**EXERCISE PROMPT**
An image-free reproduction of the data below is needed: print it exactly.

-- DATASET ENTRIES follows --

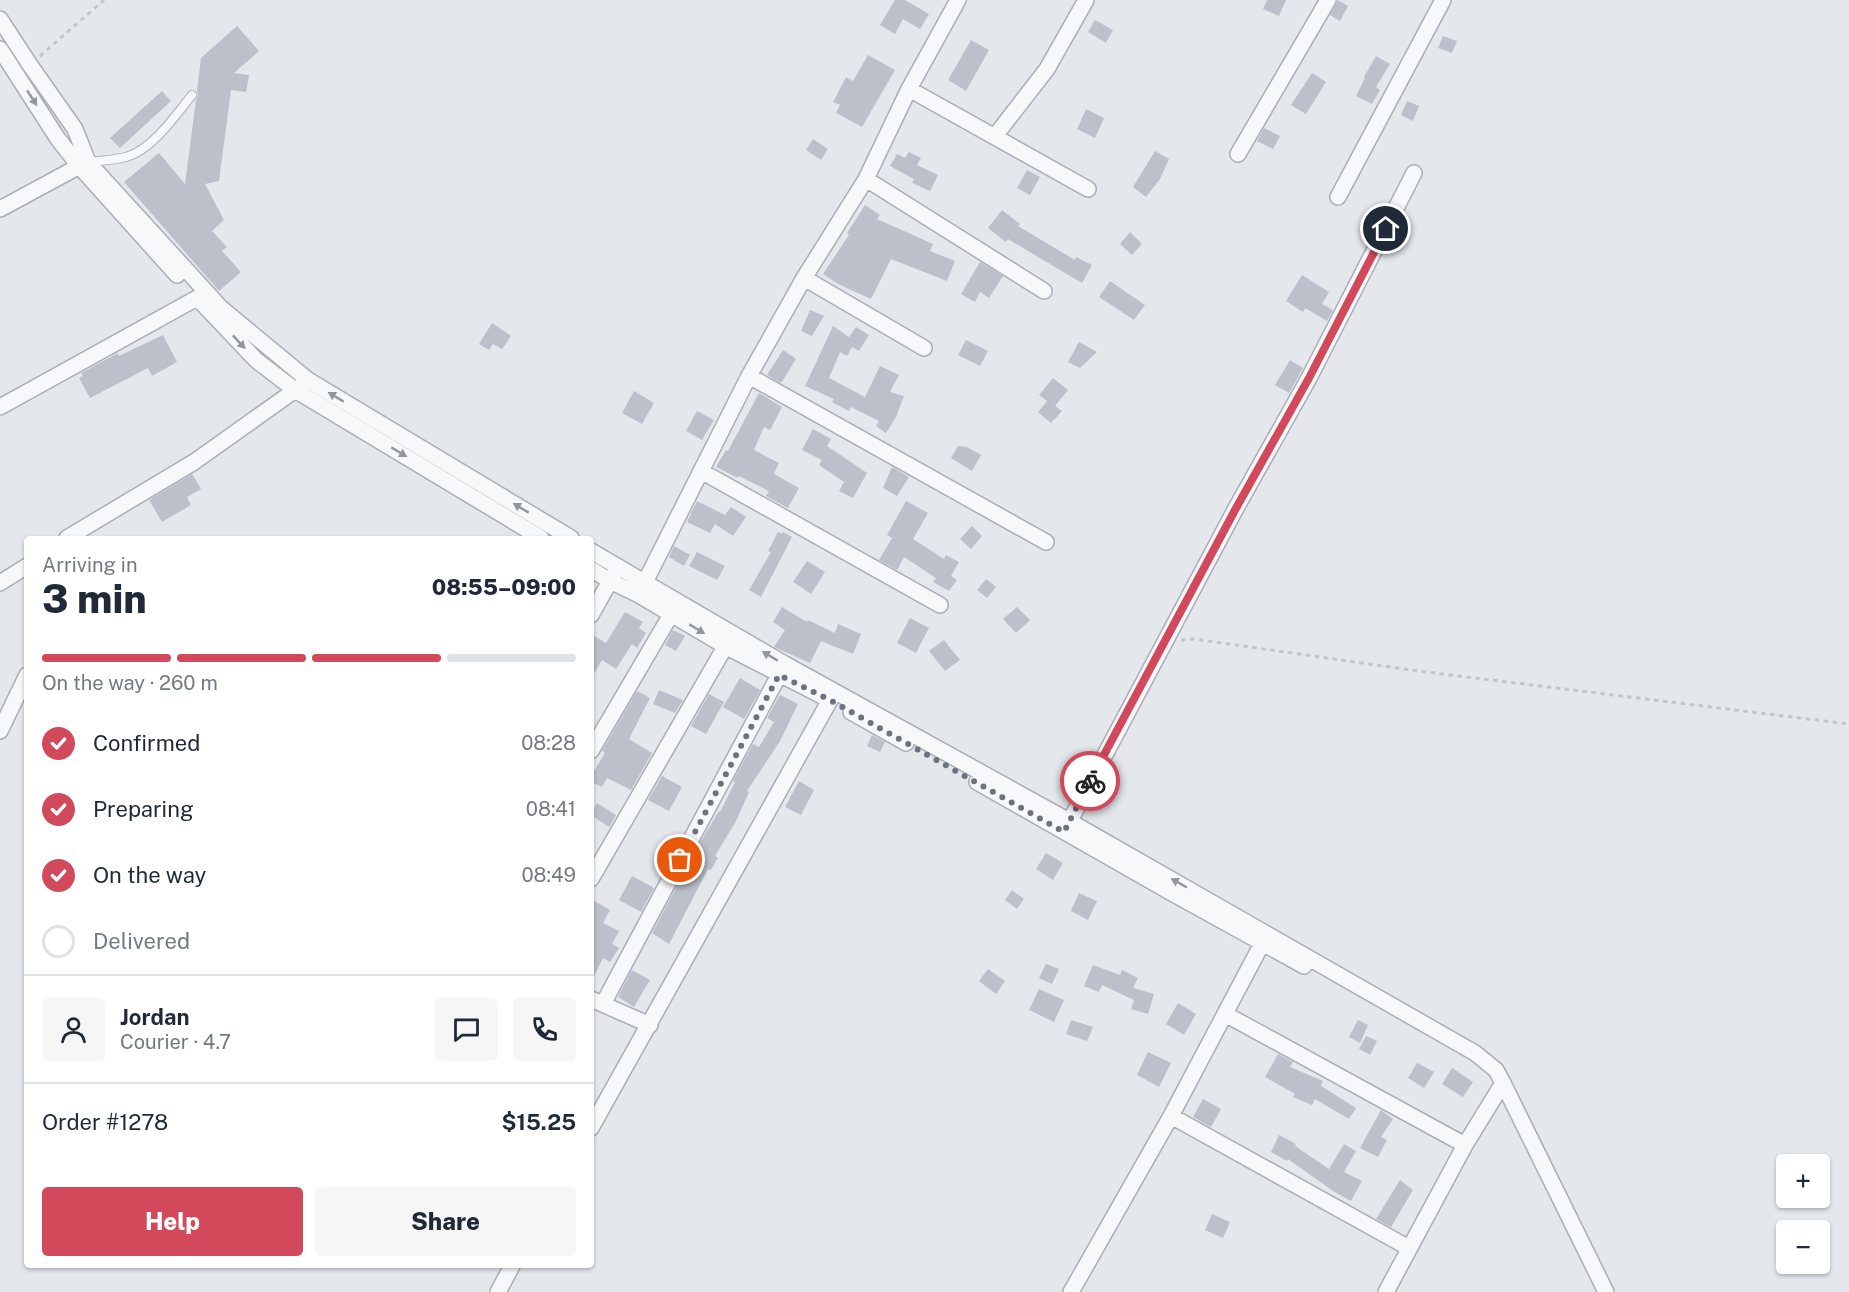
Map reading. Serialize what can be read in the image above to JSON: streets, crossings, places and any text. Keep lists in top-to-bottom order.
{
  "page": {
    "heading": ["3 min", "Arriving in", "08:55–09:00"],
    "panel": [
      "Jordan",
      "Courier · 4.7",
      "Order #1278",
      "$15.25"
    ],
    "bar": "On the way · 260 m",
    "list": [
      ["Confirmed", "08:28"],
      ["Preparing", "08:41"],
      ["On the way", "08:49"],
      "Delivered"
    ],
    "map_buttons": ["+", "−"],
    "buttons": ["Help", "Share"]
  }
}
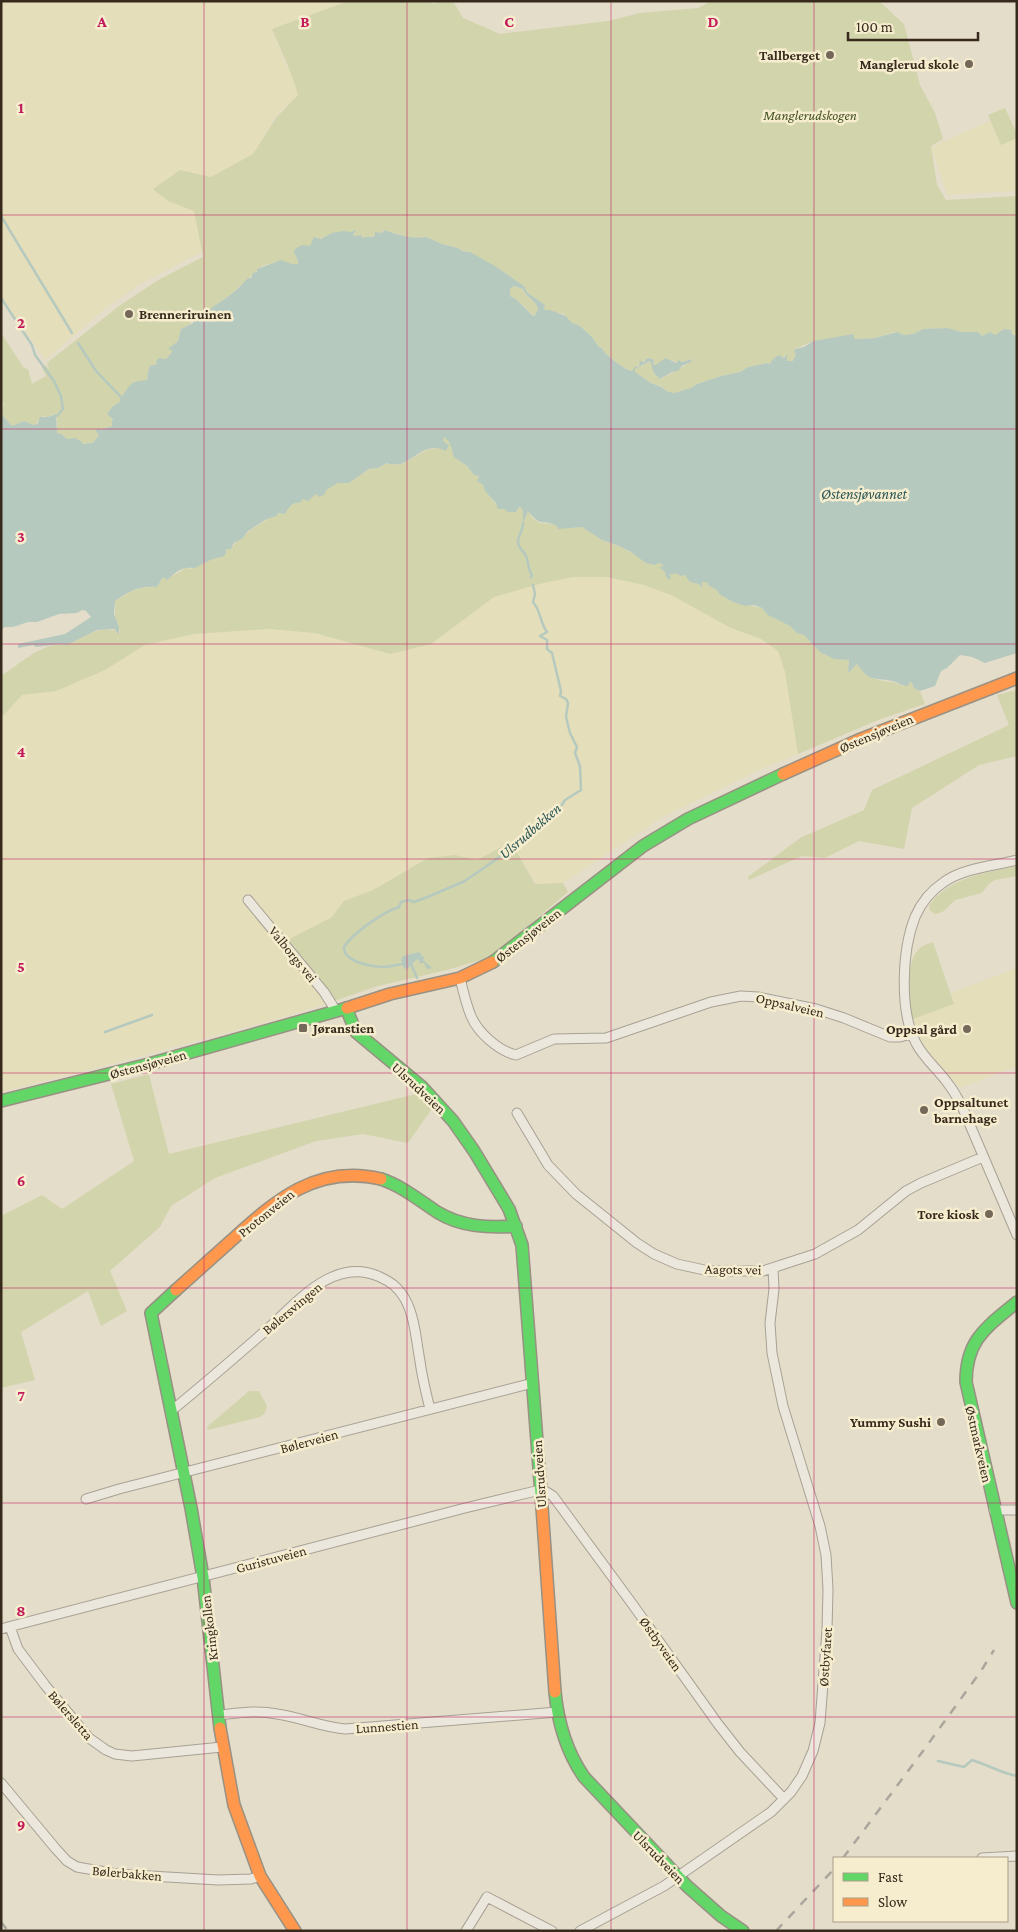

-- DATASET ENTRIES concluded --

**YOUR RESPONSE**
Map reading. Serialize what can be read in the image above to JSON: streets, crossings, places and any text. Keep lists in top-to-bottom order.
{
  "page": {
    "heading": ["3 min", "Arriving in", "08:55–09:00"],
    "panel": [
      "Jordan",
      "Courier · 4.7",
      "Order #1278",
      "$15.25"
    ],
    "bar": "On the way · 260 m",
    "list": [
      ["Confirmed", "08:28"],
      ["Preparing", "08:41"],
      ["On the way", "08:49"],
      "Delivered"
    ],
    "map_buttons": ["+", "−"],
    "buttons": ["Help", "Share"]
  }
}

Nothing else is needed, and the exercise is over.